**About this task**
Retyping the entries exactly is all that is required.

Stored items
++++++++++++++++++++
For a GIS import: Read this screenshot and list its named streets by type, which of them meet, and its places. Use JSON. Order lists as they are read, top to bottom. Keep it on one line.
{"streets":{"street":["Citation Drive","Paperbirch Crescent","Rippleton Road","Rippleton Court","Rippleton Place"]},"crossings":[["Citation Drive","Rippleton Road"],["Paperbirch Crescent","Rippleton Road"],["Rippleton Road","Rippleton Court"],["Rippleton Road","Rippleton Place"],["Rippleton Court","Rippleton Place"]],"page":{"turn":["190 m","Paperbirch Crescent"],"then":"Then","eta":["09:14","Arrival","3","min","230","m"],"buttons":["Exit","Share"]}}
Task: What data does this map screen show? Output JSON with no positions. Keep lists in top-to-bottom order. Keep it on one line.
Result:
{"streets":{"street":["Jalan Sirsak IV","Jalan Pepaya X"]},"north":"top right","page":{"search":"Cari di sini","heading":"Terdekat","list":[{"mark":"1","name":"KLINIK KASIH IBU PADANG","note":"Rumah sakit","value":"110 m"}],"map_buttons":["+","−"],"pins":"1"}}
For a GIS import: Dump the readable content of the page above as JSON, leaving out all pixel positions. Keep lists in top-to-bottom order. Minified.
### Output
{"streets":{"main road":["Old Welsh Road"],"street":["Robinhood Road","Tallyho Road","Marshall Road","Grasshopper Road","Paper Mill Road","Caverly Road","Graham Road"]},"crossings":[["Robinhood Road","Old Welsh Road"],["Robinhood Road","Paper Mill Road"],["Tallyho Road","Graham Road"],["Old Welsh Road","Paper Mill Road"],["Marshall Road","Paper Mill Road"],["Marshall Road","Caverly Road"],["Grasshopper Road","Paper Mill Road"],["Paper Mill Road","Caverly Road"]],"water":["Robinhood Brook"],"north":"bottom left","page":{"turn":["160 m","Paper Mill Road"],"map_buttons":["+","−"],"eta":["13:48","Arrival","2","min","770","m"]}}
++++++++++++++++++++
**Output for this task**
For a GIS import: Read this screenshot and list its named streets by type, which of them meet, and its places. Use JSON. Order lists as they are read, top to bottom. Keep it on one line.
{"streets":{"street":["Citation Drive","Paperbirch Crescent","Rippleton Road","Rippleton Court","Rippleton Place"]},"crossings":[["Citation Drive","Rippleton Road"],["Paperbirch Crescent","Rippleton Road"],["Rippleton Road","Rippleton Court"],["Rippleton Road","Rippleton Place"],["Rippleton Court","Rippleton Place"]],"page":{"turn":["190 m","Paperbirch Crescent"],"then":"Then","eta":["09:14","Arrival","3","min","230","m"],"buttons":["Exit","Share"]}}
Task: What data does this map screen show? Output JSON with no positions. Keep lists in top-to-bottom order. Keep it on one line.
Result:
{"streets":{"street":["Jalan Sirsak IV","Jalan Pepaya X"]},"north":"top right","page":{"search":"Cari di sini","heading":"Terdekat","list":[{"mark":"1","name":"KLINIK KASIH IBU PADANG","note":"Rumah sakit","value":"110 m"}],"map_buttons":["+","−"],"pins":"1"}}
For a GIS import: Dump the readable content of the page above as JSON, leaving out all pixel positions. Keep lists in top-to-bottom order. Minified.
### Output
{"streets":{"main road":["Old Welsh Road"],"street":["Robinhood Road","Tallyho Road","Marshall Road","Grasshopper Road","Paper Mill Road","Caverly Road","Graham Road"]},"crossings":[["Robinhood Road","Old Welsh Road"],["Robinhood Road","Paper Mill Road"],["Tallyho Road","Graham Road"],["Old Welsh Road","Paper Mill Road"],["Marshall Road","Paper Mill Road"],["Marshall Road","Caverly Road"],["Grasshopper Road","Paper Mill Road"],["Paper Mill Road","Caverly Road"]],"water":["Robinhood Brook"],"north":"bottom left","page":{"turn":["160 m","Paper Mill Road"],"map_buttons":["+","−"],"eta":["13:48","Arrival","2","min","770","m"]}}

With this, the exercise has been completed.